„Ich hoffe, sie wird sich für meine Großzügigkeit bald erkenntlich zeigen.“, murmelte er.
„Wenn deine Manneskraft trotz des angeblich so anstrengenden Dienstes derart überschäumt, sollten wir einen Ort aufsuchen, wo sie abgeschöpft wird.“, schlug Velleius vor, als sie in Richtung Stadtzentrum weiterzogen. „Du dienst doch so gerne den Göttern, Arminius. Ich kenne in der Subura eine Adresse, wo man der Liebesgöttin zu Diensten ist. Gegen eine gewisse Gebühr, versteht sich.“
„Nicht so laut!“, raunte der Cherusker seinem Freund ins Ohr. „Mein Bruder hier hat, nun ja, er hat noch keine Erfahrung in solchen Dingen.“
„Wäre es dann nicht eine prächtige Gelegenheit, ihn von einer kundigen Frau in diese Kunst einführen zu lassen? Komm schon! Bei dir war es doch auch nicht anders. Wir werden alle unseren Spaß haben. Das garantiere ich dir!“
„Einverstanden.“, willigte Arminius ein, der nach Servilias Anblick einer lustvollen Umarmung nicht abgeneigt war. „Wir kommen mit.“
*
Mittlerweile war es so dunkel geworden, dass die an den Mauern und Hauswänden angebrachten Fackeln entzündet wurden. Je näher sie dem Stadtzentrum kamen, desto heller waren die Straßen und Plätze beleuchtet. Sie erreichten das Forum des Cäsar, dessen prächtige Marmorgebäude im Licht der Fackeln und Feuerschalen glänzten. Vornehme, in weiße Togen gekleidete Römer und Römerinnen flanierten zwischen den zahllosen Säulen der Tempel, standen in Gruppen in angeregte Gespräche vertieft oder betrachteten den von innen heraus leuchtenden Jupitertempel oben auf dem Capitolinus. Die drei Männer hatten jedoch keinen Blick für die Sehenswürdigkeiten der nächtlichen Stadt. Sie eilten über das Forum, passierten die Baustelle des neu angelegten Forums des Octavianus Augustus und näherten sich zielstrebig dem engen Gassengewirr der Subura. Rasch wurden die Straßen schmaler, verwinkelter, dunkler und unansehnlicher, die Menschen zunehmend ärmlicher, manche auch zwielichtiger.

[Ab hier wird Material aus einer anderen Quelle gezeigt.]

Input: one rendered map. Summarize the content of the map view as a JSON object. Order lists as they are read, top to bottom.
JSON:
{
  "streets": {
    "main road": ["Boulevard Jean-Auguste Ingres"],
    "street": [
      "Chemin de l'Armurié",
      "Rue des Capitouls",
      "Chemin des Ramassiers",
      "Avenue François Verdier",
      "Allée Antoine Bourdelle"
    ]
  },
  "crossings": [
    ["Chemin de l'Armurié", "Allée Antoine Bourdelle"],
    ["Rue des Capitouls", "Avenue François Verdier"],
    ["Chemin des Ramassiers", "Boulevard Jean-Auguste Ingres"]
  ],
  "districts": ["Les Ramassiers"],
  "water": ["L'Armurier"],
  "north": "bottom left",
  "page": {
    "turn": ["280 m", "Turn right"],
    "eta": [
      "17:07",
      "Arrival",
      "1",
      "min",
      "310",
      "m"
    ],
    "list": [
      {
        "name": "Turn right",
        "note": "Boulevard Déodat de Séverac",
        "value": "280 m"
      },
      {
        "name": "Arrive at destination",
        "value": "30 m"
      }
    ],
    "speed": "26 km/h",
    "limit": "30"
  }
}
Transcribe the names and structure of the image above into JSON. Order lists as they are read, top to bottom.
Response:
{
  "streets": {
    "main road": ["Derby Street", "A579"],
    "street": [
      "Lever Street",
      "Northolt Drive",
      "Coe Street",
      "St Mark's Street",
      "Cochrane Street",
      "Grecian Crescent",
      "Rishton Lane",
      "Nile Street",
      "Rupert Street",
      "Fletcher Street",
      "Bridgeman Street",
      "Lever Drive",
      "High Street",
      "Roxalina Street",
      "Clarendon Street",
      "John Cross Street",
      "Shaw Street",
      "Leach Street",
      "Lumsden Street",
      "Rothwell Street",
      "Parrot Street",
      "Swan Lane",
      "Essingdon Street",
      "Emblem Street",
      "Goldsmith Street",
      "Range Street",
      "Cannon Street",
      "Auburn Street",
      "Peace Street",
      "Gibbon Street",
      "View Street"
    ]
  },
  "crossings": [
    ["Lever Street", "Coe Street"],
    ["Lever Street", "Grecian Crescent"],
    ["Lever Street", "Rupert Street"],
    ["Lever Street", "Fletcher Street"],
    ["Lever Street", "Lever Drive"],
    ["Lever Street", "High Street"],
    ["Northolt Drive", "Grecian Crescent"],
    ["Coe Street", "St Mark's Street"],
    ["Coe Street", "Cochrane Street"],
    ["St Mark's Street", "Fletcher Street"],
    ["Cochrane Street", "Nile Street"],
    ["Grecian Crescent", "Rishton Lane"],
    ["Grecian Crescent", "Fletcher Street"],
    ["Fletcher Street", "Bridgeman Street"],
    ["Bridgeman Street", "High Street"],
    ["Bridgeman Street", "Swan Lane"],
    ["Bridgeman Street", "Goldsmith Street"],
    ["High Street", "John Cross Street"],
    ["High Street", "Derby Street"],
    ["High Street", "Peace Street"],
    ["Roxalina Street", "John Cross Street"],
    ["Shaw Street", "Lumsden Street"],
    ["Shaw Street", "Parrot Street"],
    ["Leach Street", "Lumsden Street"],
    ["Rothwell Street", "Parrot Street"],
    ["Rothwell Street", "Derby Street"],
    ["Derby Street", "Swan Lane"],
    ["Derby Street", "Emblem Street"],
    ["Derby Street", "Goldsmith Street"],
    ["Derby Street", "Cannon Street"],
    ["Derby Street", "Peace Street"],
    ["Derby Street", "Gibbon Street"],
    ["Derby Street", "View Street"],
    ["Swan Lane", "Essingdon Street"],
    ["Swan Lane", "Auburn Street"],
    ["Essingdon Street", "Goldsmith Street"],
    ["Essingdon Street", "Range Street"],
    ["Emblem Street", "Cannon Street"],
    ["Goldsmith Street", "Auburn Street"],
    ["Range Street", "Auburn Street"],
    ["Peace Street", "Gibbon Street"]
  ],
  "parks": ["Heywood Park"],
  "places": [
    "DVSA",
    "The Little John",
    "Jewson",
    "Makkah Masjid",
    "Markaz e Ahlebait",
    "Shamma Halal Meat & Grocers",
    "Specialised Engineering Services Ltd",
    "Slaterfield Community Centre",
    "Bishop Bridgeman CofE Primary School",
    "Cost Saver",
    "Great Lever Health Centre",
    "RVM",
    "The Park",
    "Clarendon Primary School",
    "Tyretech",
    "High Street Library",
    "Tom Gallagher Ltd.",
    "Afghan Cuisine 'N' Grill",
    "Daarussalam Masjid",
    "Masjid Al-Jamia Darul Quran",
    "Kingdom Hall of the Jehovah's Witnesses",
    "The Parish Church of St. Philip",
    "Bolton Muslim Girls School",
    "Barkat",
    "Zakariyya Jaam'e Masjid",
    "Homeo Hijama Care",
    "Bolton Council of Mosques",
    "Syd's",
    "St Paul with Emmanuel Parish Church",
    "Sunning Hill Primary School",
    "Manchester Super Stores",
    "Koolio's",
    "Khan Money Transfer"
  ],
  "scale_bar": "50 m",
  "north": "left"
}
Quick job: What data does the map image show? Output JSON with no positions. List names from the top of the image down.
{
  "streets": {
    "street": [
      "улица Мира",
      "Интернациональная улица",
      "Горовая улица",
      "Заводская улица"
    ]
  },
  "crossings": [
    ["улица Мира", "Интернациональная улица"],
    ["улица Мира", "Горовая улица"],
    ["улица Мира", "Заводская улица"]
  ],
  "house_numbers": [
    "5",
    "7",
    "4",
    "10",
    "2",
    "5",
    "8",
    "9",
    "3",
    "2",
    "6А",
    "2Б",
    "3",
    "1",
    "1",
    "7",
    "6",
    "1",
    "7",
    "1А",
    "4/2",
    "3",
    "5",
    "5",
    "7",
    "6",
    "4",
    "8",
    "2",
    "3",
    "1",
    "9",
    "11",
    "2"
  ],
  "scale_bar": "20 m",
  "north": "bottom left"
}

„Kaum zu glauben, dass Julius Cäsar einst hier gewohnt haben soll.“, murmelte Velleius und nahm eine der wenigen Fackeln aus ihrem Ständer, um den Weg durch die mit Schmutz und Unrat verdreckte Gasse zu beleuchten.
„Hier muss es irgendwo sein, das Lupanarium….“
Endlich fand er die in das Straßenpflaster eingelassenen Wegweiser, die dem Suchenden in Gestalt eines erigierten Penis unmissverständlich die Richtung zum Haus einer gewissen Faustilla wiesen. Velleius steckte die Fackel in eine Halterung an der Hausecke und öffnete die Tür des einstöckigen Gebäudes. Schummriges Licht aus blakenden Öllampen erfüllte den kleinen Vorraum, an dessen Wänden erotische Szenen aufgemalt waren. Staunend betrachtete Flavus die lebensecht dargestellte Figur eines Fauns, der mit lüsternem Blick einen ungeheuren Phallus im Schoß einer verzückten Nymphe versenkte.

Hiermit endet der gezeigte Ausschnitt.